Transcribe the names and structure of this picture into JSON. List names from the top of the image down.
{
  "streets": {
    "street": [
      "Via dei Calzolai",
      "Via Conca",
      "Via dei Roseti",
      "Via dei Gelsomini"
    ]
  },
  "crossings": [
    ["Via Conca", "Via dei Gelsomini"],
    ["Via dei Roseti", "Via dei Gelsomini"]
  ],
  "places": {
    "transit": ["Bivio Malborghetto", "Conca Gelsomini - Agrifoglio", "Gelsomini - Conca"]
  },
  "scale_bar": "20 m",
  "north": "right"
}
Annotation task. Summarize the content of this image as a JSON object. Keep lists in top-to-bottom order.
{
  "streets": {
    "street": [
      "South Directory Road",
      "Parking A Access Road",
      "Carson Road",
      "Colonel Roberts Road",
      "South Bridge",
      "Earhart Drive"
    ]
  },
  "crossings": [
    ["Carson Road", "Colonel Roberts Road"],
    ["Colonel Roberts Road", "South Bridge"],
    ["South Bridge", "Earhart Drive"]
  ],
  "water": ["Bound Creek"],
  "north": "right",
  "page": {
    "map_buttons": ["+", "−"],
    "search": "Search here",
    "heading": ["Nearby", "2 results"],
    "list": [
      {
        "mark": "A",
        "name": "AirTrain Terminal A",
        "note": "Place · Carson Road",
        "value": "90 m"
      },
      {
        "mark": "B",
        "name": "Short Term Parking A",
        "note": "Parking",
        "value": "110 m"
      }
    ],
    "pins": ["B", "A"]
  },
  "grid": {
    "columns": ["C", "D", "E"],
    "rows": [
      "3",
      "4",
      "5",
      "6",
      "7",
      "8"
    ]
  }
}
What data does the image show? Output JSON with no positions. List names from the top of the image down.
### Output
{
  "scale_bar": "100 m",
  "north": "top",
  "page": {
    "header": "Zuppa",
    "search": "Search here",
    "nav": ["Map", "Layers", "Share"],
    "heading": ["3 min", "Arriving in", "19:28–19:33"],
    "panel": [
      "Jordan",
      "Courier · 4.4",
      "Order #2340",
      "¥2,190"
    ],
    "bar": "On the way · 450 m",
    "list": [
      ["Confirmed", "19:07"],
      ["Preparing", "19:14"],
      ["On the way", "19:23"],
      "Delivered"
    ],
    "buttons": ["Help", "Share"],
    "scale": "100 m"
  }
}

_WORK TASK_: Search the entries for "Roseti" and show every line that has it.

_YOUR RESPONSE_:
      "Via dei Roseti",
    ["Via dei Roseti", "Via dei Gelsomini"]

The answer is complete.